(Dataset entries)
═══

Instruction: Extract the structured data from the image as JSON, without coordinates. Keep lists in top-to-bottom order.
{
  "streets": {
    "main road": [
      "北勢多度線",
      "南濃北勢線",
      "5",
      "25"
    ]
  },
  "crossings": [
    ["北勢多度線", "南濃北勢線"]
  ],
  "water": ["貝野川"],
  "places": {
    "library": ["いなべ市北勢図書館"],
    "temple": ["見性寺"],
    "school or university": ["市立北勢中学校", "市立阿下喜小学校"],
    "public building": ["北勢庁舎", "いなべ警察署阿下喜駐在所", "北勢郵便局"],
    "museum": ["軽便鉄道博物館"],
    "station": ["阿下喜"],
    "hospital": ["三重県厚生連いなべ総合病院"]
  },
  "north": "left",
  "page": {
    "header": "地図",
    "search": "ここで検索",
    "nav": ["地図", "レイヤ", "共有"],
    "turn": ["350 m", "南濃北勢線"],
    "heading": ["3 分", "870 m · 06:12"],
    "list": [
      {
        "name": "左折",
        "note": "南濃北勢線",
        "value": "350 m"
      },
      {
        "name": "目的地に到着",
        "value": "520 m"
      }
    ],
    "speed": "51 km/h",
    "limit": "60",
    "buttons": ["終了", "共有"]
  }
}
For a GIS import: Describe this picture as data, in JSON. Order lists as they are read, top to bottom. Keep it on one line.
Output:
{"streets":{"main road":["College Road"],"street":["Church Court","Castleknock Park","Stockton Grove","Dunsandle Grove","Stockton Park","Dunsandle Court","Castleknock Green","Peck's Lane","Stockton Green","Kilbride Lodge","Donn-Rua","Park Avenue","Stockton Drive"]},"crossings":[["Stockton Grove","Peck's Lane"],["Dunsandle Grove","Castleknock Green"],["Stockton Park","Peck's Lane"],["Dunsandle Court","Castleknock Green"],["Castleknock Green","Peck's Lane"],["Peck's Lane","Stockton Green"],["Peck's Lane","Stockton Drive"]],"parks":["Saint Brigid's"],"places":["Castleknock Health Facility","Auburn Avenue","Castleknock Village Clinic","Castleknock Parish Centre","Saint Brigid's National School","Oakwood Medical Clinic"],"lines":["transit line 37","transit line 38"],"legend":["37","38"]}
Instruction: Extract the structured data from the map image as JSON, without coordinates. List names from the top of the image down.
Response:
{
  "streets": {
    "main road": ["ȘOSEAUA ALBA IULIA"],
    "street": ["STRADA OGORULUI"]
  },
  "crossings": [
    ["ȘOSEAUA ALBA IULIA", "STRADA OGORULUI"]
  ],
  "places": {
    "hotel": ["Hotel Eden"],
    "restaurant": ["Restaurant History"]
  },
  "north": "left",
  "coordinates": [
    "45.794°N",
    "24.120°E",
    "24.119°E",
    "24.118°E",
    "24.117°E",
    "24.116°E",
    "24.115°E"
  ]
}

═══

(Instructions to follow) Print each line of the data exactly. Keep all of it.

(Finished exercise)
Instruction: Extract the structured data from the image as JSON, without coordinates. Keep lists in top-to-bottom order.
{
  "streets": {
    "main road": [
      "北勢多度線",
      "南濃北勢線",
      "5",
      "25"
    ]
  },
  "crossings": [
    ["北勢多度線", "南濃北勢線"]
  ],
  "water": ["貝野川"],
  "places": {
    "library": ["いなべ市北勢図書館"],
    "temple": ["見性寺"],
    "school or university": ["市立北勢中学校", "市立阿下喜小学校"],
    "public building": ["北勢庁舎", "いなべ警察署阿下喜駐在所", "北勢郵便局"],
    "museum": ["軽便鉄道博物館"],
    "station": ["阿下喜"],
    "hospital": ["三重県厚生連いなべ総合病院"]
  },
  "north": "left",
  "page": {
    "header": "地図",
    "search": "ここで検索",
    "nav": ["地図", "レイヤ", "共有"],
    "turn": ["350 m", "南濃北勢線"],
    "heading": ["3 分", "870 m · 06:12"],
    "list": [
      {
        "name": "左折",
        "note": "南濃北勢線",
        "value": "350 m"
      },
      {
        "name": "目的地に到着",
        "value": "520 m"
      }
    ],
    "speed": "51 km/h",
    "limit": "60",
    "buttons": ["終了", "共有"]
  }
}
For a GIS import: Describe this picture as data, in JSON. Order lists as they are read, top to bottom. Keep it on one line.
Output:
{"streets":{"main road":["College Road"],"street":["Church Court","Castleknock Park","Stockton Grove","Dunsandle Grove","Stockton Park","Dunsandle Court","Castleknock Green","Peck's Lane","Stockton Green","Kilbride Lodge","Donn-Rua","Park Avenue","Stockton Drive"]},"crossings":[["Stockton Grove","Peck's Lane"],["Dunsandle Grove","Castleknock Green"],["Stockton Park","Peck's Lane"],["Dunsandle Court","Castleknock Green"],["Castleknock Green","Peck's Lane"],["Peck's Lane","Stockton Green"],["Peck's Lane","Stockton Drive"]],"parks":["Saint Brigid's"],"places":["Castleknock Health Facility","Auburn Avenue","Castleknock Village Clinic","Castleknock Parish Centre","Saint Brigid's National School","Oakwood Medical Clinic"],"lines":["transit line 37","transit line 38"],"legend":["37","38"]}
Instruction: Extract the structured data from the map image as JSON, without coordinates. List names from the top of the image down.
Response:
{
  "streets": {
    "main road": ["ȘOSEAUA ALBA IULIA"],
    "street": ["STRADA OGORULUI"]
  },
  "crossings": [
    ["ȘOSEAUA ALBA IULIA", "STRADA OGORULUI"]
  ],
  "places": {
    "hotel": ["Hotel Eden"],
    "restaurant": ["Restaurant History"]
  },
  "north": "left",
  "coordinates": [
    "45.794°N",
    "24.120°E",
    "24.119°E",
    "24.118°E",
    "24.117°E",
    "24.116°E",
    "24.115°E"
  ]
}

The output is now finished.